[[ DATA EXTRACTS, beginning ]]
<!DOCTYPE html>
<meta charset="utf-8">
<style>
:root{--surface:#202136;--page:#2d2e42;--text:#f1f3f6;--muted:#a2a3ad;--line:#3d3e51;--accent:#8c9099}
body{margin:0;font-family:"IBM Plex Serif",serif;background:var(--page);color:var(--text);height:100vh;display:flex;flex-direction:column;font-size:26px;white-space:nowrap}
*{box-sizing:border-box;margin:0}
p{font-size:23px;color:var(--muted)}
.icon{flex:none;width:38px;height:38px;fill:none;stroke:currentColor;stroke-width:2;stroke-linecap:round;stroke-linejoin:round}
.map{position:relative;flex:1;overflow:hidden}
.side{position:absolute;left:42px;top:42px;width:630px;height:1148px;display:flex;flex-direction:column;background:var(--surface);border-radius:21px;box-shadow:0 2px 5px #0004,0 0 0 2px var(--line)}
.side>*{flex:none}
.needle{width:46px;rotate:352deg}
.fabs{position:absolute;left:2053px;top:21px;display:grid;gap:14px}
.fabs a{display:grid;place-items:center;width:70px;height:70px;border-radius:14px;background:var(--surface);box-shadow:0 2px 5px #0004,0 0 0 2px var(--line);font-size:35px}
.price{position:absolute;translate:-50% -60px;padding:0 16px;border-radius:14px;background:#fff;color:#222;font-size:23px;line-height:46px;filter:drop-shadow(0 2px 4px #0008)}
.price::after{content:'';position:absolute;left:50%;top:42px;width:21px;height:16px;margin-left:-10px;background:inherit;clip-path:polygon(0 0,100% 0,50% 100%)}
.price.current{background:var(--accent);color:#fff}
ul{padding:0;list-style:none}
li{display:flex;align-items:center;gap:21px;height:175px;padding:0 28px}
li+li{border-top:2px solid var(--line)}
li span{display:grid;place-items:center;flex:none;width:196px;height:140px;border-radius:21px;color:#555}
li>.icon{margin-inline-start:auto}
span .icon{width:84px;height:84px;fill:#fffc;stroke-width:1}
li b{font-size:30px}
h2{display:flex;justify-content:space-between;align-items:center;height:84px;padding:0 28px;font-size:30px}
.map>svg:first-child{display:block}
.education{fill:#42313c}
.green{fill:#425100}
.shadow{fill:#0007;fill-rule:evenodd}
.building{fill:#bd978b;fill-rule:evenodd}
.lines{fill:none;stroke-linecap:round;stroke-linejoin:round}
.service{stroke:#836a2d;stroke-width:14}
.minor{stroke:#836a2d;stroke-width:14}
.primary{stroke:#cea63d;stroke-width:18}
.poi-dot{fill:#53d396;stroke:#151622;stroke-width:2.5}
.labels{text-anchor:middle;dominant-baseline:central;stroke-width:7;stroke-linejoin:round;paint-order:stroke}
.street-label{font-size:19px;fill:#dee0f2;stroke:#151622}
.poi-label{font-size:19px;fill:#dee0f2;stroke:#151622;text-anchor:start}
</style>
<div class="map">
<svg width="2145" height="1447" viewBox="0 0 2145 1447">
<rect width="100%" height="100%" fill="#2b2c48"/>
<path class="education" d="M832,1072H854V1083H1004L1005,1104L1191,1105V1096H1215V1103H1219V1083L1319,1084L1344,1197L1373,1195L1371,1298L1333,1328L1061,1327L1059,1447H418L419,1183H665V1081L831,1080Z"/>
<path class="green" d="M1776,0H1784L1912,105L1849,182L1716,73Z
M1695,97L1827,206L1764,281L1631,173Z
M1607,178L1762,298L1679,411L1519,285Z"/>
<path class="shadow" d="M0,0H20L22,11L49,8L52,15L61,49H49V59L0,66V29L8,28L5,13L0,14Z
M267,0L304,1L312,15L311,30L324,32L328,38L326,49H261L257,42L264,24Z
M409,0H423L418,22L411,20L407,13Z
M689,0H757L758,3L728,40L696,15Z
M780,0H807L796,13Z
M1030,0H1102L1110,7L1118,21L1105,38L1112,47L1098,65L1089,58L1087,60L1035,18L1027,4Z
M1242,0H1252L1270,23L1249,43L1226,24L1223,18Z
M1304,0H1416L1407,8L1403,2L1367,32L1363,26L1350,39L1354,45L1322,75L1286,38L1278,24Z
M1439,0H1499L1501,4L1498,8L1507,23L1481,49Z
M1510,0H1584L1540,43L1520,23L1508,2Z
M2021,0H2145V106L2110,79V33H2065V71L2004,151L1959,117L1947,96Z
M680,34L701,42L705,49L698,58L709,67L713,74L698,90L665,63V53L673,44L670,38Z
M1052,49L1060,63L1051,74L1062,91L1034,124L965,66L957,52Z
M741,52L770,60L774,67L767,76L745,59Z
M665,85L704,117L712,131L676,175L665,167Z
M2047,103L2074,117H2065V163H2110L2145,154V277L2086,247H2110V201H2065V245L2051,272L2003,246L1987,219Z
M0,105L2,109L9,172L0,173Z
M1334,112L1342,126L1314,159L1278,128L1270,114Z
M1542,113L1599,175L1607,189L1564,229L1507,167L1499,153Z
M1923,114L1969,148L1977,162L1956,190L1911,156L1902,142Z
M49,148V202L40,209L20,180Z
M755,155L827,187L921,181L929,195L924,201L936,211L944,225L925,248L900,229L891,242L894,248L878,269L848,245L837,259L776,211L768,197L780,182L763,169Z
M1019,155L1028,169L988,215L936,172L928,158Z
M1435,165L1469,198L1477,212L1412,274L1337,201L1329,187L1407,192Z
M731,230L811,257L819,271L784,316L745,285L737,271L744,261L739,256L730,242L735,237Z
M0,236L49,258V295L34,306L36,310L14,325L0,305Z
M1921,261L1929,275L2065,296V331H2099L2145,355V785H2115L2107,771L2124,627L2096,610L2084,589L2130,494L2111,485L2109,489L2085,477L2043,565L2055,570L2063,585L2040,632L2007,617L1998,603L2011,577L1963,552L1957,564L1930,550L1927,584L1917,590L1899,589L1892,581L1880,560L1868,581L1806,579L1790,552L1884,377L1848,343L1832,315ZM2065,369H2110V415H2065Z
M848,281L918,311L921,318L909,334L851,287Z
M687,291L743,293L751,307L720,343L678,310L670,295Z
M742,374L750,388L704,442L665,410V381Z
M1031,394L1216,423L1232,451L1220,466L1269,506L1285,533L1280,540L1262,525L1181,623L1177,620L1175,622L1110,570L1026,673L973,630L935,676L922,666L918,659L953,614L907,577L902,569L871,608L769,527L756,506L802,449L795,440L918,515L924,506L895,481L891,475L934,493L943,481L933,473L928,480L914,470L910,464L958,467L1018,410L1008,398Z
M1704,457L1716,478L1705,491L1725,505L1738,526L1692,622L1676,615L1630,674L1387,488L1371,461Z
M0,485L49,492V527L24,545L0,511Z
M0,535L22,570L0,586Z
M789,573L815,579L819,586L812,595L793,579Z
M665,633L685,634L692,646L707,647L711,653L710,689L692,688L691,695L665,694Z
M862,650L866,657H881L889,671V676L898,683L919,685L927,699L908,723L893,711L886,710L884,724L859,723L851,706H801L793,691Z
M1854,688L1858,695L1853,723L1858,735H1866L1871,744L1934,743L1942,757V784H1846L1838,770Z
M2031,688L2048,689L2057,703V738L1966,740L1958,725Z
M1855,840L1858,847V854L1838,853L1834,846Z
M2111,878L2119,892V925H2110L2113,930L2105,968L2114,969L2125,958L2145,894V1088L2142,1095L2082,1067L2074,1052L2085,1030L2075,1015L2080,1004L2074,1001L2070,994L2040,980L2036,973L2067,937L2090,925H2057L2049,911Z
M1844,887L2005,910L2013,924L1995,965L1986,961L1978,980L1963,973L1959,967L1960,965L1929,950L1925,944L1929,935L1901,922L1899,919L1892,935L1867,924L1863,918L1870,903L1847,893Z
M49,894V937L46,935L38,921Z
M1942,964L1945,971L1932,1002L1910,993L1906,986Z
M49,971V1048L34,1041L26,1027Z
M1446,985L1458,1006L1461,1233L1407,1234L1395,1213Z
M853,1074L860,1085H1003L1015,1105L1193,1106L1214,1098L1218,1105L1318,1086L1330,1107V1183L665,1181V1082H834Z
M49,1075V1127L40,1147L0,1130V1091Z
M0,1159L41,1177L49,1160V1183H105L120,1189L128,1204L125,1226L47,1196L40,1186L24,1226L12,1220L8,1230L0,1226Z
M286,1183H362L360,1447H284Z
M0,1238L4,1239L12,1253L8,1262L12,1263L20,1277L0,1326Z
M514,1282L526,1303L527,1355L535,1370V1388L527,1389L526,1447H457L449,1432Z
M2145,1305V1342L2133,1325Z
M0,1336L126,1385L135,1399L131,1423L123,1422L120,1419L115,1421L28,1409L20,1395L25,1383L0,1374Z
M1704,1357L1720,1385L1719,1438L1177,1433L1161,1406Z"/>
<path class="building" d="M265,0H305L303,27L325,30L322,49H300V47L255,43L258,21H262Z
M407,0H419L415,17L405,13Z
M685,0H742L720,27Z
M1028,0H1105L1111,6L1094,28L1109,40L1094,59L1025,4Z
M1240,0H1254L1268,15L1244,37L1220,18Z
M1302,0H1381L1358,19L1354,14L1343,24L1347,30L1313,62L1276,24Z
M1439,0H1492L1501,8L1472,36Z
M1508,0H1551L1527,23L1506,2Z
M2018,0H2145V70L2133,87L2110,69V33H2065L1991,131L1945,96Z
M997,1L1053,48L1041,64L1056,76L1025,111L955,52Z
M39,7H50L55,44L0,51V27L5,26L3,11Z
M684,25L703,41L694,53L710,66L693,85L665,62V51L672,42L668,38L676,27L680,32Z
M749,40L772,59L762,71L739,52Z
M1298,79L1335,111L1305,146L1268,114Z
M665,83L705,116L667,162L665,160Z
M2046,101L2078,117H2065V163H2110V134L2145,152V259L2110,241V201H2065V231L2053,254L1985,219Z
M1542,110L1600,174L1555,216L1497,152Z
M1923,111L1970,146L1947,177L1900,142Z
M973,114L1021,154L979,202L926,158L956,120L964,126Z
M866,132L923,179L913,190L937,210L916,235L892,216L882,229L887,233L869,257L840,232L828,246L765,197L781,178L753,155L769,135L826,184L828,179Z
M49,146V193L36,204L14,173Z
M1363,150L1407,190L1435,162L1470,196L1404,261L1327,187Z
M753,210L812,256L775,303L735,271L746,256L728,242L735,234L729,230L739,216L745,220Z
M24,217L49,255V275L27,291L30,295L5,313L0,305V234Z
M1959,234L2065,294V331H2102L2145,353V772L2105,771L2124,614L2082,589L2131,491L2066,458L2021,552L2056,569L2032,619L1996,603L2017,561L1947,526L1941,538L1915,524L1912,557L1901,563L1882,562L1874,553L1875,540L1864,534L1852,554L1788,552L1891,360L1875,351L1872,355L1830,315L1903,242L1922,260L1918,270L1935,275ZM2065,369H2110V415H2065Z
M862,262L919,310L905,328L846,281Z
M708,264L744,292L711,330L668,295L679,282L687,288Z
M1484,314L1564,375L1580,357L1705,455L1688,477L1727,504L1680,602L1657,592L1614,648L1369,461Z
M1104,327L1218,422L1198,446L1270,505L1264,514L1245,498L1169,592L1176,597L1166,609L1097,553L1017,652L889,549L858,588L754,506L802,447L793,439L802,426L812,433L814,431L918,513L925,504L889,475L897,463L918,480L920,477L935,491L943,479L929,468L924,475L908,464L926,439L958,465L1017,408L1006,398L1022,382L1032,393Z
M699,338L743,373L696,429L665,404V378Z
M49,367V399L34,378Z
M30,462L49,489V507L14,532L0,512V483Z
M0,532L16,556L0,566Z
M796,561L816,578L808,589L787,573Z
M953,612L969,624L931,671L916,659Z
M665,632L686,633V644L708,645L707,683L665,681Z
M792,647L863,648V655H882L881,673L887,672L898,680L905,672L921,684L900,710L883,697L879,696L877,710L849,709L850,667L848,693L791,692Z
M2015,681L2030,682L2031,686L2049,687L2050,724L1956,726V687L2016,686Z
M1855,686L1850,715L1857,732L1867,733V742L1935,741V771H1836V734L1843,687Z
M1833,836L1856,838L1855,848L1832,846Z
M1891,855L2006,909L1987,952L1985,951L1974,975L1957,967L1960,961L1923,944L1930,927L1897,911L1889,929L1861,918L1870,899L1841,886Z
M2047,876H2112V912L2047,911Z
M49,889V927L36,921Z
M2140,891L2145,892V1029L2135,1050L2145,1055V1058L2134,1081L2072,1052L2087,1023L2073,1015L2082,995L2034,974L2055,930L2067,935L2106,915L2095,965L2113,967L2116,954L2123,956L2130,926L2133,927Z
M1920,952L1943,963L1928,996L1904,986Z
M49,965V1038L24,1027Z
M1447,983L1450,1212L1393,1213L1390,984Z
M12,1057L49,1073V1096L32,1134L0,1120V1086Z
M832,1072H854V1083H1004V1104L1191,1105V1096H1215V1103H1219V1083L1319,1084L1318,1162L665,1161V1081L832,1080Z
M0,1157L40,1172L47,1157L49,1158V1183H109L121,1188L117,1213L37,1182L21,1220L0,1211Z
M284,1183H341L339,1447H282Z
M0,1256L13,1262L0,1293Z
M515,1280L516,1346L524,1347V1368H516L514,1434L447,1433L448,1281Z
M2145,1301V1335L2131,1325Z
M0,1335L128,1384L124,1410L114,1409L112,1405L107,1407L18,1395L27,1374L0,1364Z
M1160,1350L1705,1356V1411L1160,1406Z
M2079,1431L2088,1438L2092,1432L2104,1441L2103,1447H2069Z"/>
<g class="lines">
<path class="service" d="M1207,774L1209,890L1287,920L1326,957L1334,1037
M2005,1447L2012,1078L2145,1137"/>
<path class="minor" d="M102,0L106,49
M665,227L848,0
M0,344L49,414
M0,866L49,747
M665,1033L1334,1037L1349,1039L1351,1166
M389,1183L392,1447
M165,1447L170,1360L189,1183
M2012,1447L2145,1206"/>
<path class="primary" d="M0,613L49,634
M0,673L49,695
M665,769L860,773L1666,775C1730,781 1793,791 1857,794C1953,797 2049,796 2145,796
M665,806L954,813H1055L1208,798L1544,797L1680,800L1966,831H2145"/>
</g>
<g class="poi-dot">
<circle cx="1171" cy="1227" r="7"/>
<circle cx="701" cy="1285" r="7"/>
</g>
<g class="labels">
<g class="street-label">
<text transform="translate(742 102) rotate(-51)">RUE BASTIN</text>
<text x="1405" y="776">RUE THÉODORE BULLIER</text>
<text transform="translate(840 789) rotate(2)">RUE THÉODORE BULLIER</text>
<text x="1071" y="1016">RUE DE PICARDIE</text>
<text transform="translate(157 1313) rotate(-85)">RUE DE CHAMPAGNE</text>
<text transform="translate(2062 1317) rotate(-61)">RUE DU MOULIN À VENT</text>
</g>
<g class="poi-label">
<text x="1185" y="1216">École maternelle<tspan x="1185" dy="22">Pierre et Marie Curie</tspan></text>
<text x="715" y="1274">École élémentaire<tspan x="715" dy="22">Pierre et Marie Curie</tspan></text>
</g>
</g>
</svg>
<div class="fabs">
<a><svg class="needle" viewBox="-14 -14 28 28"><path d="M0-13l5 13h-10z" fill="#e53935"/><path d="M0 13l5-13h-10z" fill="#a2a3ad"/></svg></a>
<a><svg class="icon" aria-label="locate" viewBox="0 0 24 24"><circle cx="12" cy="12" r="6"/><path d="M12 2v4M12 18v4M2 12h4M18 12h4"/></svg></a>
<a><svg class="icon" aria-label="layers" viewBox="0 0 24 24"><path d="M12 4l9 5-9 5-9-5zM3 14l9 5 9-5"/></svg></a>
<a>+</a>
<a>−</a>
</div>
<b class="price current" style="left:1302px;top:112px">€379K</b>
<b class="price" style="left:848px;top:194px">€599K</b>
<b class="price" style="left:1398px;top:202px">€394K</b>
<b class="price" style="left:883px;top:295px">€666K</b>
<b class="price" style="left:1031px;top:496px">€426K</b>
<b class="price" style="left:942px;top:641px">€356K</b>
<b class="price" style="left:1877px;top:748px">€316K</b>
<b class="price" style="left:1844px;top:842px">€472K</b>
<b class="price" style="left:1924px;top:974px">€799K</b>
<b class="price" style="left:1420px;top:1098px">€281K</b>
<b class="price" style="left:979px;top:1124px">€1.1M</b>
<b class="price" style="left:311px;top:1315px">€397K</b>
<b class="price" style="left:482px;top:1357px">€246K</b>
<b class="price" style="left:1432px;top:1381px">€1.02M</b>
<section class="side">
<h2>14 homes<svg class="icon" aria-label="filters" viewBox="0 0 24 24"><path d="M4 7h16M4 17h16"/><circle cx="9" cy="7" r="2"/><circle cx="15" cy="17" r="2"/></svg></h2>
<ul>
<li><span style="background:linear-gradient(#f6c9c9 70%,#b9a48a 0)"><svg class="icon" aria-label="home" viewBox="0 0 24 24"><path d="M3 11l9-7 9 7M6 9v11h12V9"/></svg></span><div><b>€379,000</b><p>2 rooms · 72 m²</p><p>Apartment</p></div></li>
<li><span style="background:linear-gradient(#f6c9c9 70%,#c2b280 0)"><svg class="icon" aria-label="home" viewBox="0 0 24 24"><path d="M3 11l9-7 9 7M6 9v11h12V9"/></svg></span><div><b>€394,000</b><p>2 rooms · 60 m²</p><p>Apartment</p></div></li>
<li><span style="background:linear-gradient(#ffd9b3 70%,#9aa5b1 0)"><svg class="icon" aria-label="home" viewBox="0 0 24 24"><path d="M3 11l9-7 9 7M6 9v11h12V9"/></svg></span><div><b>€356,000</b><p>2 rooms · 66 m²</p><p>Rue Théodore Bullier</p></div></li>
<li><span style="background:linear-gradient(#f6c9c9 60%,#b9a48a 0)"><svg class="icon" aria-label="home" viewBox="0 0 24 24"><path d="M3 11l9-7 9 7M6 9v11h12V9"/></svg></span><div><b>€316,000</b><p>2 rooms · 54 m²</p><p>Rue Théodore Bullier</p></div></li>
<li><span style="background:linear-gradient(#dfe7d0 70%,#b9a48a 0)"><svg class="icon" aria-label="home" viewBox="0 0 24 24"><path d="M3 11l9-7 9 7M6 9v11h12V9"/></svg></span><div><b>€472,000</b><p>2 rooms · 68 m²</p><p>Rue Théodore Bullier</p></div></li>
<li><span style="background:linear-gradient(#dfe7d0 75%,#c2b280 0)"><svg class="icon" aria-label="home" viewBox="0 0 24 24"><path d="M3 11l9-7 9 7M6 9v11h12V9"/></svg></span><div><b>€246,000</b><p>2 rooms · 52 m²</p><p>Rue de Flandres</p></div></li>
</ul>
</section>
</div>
[[ DATA EXTRACTS, end ]]
* _EXERCISE AIM_: Find each line of the data above that holds the word "fabs", then copy it.

* _RESULT OF THE TASK_:
.fabs{position:absolute;left:2053px;top:21px;display:grid;gap:14px}
.fabs a{display:grid;place-items:center;width:70px;height:70px;border-radius:14px;background:var(--surface);box-shadow:0 2px 5px #0004,0 0 0 2px var(--line);font-size:35px}
<div class="fabs">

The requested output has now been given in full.